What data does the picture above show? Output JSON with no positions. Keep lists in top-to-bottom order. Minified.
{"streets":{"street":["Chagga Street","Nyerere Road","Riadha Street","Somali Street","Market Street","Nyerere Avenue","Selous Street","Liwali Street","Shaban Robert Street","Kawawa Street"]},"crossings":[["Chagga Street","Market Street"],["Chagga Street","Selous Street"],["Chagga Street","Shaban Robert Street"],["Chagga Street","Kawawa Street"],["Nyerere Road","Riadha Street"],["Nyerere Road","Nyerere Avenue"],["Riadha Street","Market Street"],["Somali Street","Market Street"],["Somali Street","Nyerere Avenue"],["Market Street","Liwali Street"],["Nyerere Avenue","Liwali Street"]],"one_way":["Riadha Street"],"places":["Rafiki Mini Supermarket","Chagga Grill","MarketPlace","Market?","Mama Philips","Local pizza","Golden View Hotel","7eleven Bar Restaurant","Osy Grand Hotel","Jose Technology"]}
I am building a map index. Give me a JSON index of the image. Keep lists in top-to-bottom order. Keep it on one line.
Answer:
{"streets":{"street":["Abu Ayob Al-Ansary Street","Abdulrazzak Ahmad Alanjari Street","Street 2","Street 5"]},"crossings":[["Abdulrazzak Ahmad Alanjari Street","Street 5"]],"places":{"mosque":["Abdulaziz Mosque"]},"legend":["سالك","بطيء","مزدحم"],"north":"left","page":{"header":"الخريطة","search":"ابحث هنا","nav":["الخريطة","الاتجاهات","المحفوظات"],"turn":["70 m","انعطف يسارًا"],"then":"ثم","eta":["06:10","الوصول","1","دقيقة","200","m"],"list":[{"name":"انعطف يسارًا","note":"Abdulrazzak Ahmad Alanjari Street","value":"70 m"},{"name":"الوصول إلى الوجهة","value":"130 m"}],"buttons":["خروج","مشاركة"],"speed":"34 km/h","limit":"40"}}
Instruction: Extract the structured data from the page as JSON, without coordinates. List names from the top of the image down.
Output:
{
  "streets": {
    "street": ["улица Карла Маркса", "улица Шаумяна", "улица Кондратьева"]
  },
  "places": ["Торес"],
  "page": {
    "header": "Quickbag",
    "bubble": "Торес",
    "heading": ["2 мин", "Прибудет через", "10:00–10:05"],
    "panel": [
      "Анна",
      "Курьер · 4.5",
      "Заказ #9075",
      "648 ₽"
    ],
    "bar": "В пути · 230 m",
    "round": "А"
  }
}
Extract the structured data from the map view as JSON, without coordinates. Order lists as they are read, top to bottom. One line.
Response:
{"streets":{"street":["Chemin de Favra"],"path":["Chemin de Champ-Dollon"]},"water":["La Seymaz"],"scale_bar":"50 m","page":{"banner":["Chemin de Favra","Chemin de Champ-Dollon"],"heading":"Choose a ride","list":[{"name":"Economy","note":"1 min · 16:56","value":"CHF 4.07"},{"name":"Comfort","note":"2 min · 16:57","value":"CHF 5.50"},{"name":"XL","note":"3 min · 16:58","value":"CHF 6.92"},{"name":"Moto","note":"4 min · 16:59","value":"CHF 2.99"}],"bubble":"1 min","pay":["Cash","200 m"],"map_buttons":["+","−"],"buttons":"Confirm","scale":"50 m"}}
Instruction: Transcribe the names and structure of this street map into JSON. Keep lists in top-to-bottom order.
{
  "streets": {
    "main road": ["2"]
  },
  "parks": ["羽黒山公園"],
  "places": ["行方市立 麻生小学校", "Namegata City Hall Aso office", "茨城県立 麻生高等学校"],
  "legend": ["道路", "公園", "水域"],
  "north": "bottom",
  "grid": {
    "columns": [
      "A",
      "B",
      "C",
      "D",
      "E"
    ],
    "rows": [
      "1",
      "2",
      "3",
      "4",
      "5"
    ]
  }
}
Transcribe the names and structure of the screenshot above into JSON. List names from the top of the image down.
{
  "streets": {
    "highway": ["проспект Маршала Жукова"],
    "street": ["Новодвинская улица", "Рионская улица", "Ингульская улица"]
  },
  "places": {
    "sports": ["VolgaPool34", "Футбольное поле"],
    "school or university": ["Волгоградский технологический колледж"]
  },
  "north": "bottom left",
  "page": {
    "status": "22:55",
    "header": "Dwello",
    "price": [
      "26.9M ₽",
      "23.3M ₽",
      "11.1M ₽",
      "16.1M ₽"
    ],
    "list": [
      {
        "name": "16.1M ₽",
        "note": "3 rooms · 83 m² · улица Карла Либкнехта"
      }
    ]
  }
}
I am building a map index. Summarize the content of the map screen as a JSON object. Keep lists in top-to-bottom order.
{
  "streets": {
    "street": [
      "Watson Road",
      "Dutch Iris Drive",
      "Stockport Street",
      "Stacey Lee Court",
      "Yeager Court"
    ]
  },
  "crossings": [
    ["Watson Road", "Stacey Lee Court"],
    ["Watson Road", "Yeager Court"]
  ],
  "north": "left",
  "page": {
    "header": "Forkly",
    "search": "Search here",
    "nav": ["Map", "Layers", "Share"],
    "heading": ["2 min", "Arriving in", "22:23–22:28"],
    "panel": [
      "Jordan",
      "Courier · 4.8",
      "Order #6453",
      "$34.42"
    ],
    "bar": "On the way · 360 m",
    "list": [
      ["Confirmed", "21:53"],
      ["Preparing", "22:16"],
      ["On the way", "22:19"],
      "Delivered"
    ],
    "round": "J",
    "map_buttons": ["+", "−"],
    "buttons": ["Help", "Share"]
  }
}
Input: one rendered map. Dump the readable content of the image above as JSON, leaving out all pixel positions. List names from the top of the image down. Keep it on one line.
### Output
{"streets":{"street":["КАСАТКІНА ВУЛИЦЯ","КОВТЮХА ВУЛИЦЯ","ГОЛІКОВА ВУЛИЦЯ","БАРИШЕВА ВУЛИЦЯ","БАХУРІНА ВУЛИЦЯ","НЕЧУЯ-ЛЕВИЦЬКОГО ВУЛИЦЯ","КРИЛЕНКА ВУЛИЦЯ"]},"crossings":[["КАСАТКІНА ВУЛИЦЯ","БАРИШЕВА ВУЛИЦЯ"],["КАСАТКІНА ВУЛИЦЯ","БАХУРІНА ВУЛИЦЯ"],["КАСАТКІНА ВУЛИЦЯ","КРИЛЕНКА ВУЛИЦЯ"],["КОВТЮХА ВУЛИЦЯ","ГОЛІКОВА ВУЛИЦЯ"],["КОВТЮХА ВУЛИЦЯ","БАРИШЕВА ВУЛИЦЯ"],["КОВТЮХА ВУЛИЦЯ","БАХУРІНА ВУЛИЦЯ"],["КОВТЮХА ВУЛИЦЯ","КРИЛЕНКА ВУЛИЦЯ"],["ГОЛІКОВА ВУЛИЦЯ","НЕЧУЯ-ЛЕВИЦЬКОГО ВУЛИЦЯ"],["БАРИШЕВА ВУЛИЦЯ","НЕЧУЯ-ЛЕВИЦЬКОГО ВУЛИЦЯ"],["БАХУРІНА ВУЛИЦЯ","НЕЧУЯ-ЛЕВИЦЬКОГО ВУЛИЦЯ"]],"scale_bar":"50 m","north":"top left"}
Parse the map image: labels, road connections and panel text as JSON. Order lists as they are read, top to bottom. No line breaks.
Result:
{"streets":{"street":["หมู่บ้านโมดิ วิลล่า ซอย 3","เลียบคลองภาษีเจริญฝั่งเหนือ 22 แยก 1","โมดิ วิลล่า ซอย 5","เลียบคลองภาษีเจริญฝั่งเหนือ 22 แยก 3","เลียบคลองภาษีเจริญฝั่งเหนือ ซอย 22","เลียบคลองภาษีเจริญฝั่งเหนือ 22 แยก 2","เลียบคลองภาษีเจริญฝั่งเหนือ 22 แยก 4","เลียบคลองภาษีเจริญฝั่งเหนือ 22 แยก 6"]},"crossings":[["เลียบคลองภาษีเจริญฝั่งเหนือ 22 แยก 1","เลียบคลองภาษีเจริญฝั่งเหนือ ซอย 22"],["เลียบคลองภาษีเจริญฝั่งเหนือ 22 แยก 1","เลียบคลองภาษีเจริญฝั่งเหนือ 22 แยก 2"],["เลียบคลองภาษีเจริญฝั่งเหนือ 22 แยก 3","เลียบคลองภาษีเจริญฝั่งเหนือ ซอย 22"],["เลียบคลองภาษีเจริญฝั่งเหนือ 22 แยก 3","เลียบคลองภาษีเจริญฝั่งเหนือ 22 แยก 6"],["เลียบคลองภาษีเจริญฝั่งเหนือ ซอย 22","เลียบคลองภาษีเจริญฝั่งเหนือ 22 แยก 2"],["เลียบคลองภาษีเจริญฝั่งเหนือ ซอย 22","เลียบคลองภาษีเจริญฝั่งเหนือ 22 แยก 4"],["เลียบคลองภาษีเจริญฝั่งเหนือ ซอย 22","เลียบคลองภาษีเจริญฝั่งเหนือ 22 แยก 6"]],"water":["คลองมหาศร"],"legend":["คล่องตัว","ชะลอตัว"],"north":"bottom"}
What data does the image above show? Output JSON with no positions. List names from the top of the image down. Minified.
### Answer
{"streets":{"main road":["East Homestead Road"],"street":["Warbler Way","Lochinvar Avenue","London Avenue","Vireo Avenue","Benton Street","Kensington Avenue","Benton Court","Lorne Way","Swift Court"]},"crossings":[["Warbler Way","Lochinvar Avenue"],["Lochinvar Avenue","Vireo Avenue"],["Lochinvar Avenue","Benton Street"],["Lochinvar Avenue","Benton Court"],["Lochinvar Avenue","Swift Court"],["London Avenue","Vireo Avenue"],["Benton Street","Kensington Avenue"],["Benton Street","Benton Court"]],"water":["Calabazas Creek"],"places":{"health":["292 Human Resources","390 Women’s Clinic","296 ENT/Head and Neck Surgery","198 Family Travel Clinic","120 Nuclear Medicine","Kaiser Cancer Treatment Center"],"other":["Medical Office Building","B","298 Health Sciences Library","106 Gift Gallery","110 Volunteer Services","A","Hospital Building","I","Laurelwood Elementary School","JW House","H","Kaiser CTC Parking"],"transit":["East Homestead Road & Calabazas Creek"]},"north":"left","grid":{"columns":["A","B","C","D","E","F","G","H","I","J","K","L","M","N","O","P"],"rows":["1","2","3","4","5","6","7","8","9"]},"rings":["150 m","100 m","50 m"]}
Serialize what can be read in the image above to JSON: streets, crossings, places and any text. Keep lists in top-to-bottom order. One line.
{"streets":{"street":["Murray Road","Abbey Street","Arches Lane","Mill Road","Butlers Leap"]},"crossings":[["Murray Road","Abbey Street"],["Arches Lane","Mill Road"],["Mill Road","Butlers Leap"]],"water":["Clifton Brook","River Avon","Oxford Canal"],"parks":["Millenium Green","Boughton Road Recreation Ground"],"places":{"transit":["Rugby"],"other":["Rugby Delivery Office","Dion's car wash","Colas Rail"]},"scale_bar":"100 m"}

****************

* [Exercise details]: Only lines with the word "into" are wanted; pull each of them from the records.

* [Answer space]:
Instruction: Transcribe the names and structure of this street map into JSON. Keep lists in top-to-bottom order.
Transcribe the names and structure of the screenshot above into JSON. List names from the top of the image down.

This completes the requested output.